May 21, 2018

The More than Words series about B.C. Indigenous languages is produced in partnership with the Reporting in Indigenous Communities course at UBC's Graduate School of Journalism.

Listen to the More than Words special on CBC Radio Monday, May 21 at 4 p.m. local time. 

Sto:lo language teachers take fluency into their own hands

A chorus of little voices cries out, “Éy swáyel, Mrs. Kelly!”

Grade 1 students in Chilliwack, B.C., are wishing their teacher Lauralee Kelly “Good Day” in Halq’eméylem, the Coast Salish dialect of Stó:lō communities across the Fraser Valley.

As a teacher and language learner, Kelly faces a steep uphill battle.

Chronic underfunding by provincial and federal governments has hobbled the immersion programs Stó:lō communities need in order to revitalize Halq’eméylem.

Now, there is only one actively fluent speaker.

“There’s been so much loss,” said Kelly. “We need to become fluent with our last remaining elder, who’s willing to teach it, so we don’t lose everything these ancestors left for us.”

Along with a small group of teachers, Kelly has resolved to become fluent and carry Halq’eméylem forward. To do that, they need sustainable funding.

Both the B.C. and federal governments have promised unprecedented support for Indigenous languages. But whether 2018 will bring the support frontline language leaders need will depend on where and how the money flows.

‘We need to get ourselves fluent.’

The loss of generations of Halq’eméylem speakers is a direct consequence of Canada’s residential school system, which included St. Mary’s school near Chilliwack.
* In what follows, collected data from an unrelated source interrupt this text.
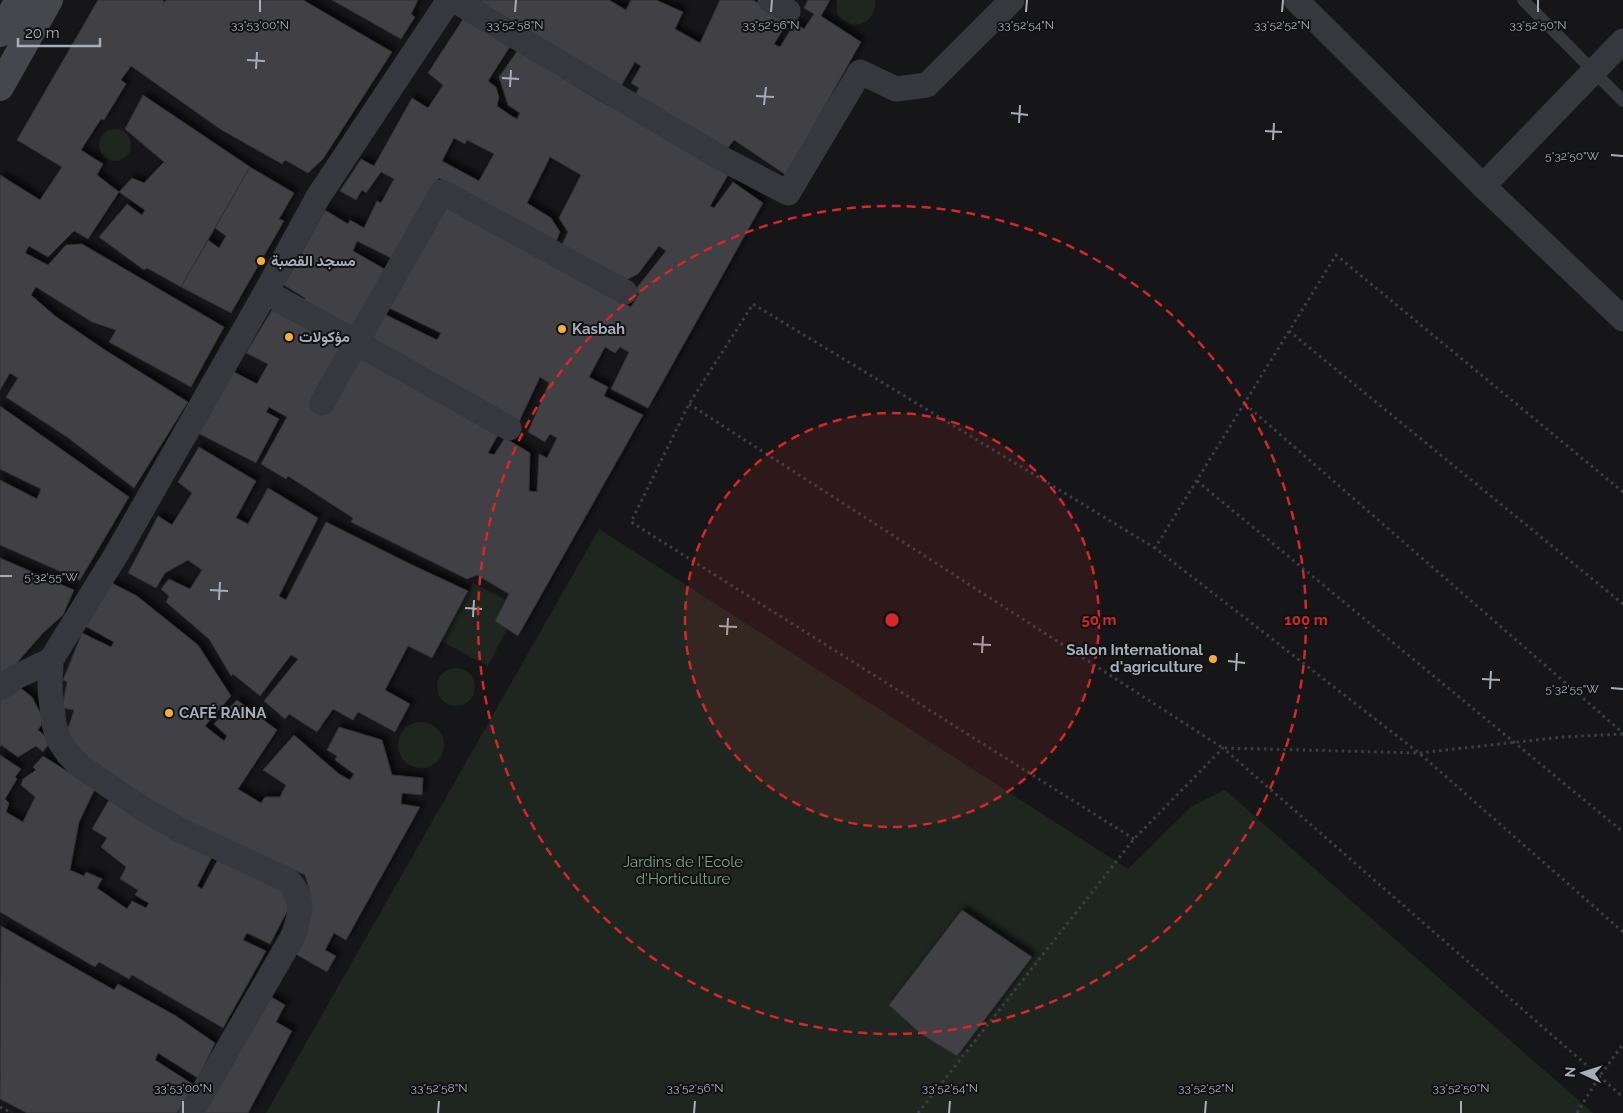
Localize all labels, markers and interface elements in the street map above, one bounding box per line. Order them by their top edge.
scale bar [18,15,100,47]
text: 33°53'00"N [231,18,289,32]
text: 33°52'58"N [487,18,543,32]
text: 33°52'56"N [743,18,800,32]
text: 33°52'54"N [998,18,1054,32]
text: 33°52'52"N [1254,18,1310,32]
text: 33°52'50"N [1509,18,1567,32]
text: 20 m [25,24,60,42]
text: 5°32'50"W [1545,149,1600,163]
place label: مسجد القصبة [271,252,356,270]
marker: مسجد القصبة [255,255,267,267]
place label: Kasbah [572,320,625,338]
marker: Kasbah [556,323,568,335]
place label: مؤكولات [299,328,350,346]
marker: مؤكولات [283,331,295,343]
text: 5°32'55"W [24,570,78,584]
centre of rings [883,611,901,629]
text: 50 m [1081,611,1117,629]
text: 100 m [1284,611,1328,629]
place label: Salon International d'agriculture [1066,641,1203,676]
marker: Salon International d'agriculture [1207,653,1219,665]
text: 5°32'55"W [1545,682,1599,696]
place label: CAFÉ RAINA [179,704,267,722]
marker: CAFÉ RAINA [163,707,175,719]
park label: Jardins de I'Ecole d'Horticulture [623,853,743,888]
north arrow [1558,1048,1608,1098]
text: N [1562,1066,1578,1078]
text: 33°53'00"N [154,1081,212,1095]
text: 33°52'58"N [411,1081,467,1095]
text: 33°52'56"N [667,1081,724,1095]
text: 33°52'54"N [922,1081,978,1095]
text: 33°52'52"N [1178,1081,1234,1095]
text: 33°52'50"N [1432,1081,1490,1095]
“My mum was one of the residential school survivors who knew the language but didn’t pass it on because of ... [the] beatings she took for it,” Kelly said.

By the time St. Mary’s closed in 1984, elders and linguists had already recorded hundreds of hours of storytelling and developed a curriculum for a teacher training program.

The Shxweli program began in the 1990s and brought aspiring Halq’eméylem teachers together with a handful of fluent elders for immersive learning.

Kelly is one of around 20 people accredited through Shxweli. None of the graduates is fully fluent, however, and when funding became sparse, teacher training fizzled.

Now, there is just one Halq’eméylem teacher under the age of 30.

Jessica Malloway, 25, kneels over flashcards she created for students at Squiala Elementary School. Soon, she will hurry to another school nearby in order to meet full-time hours.

“I do teach basic Halq’eméylem,” said Malloway. “But getting to more complex sentences, I’m starting to forget ... We need to get ourselves fluent.”

‘You’re battling your own communities for the same penny.’

Patricia Raymond-Adair is intimately acquainted with the herculean nature of language revitalization.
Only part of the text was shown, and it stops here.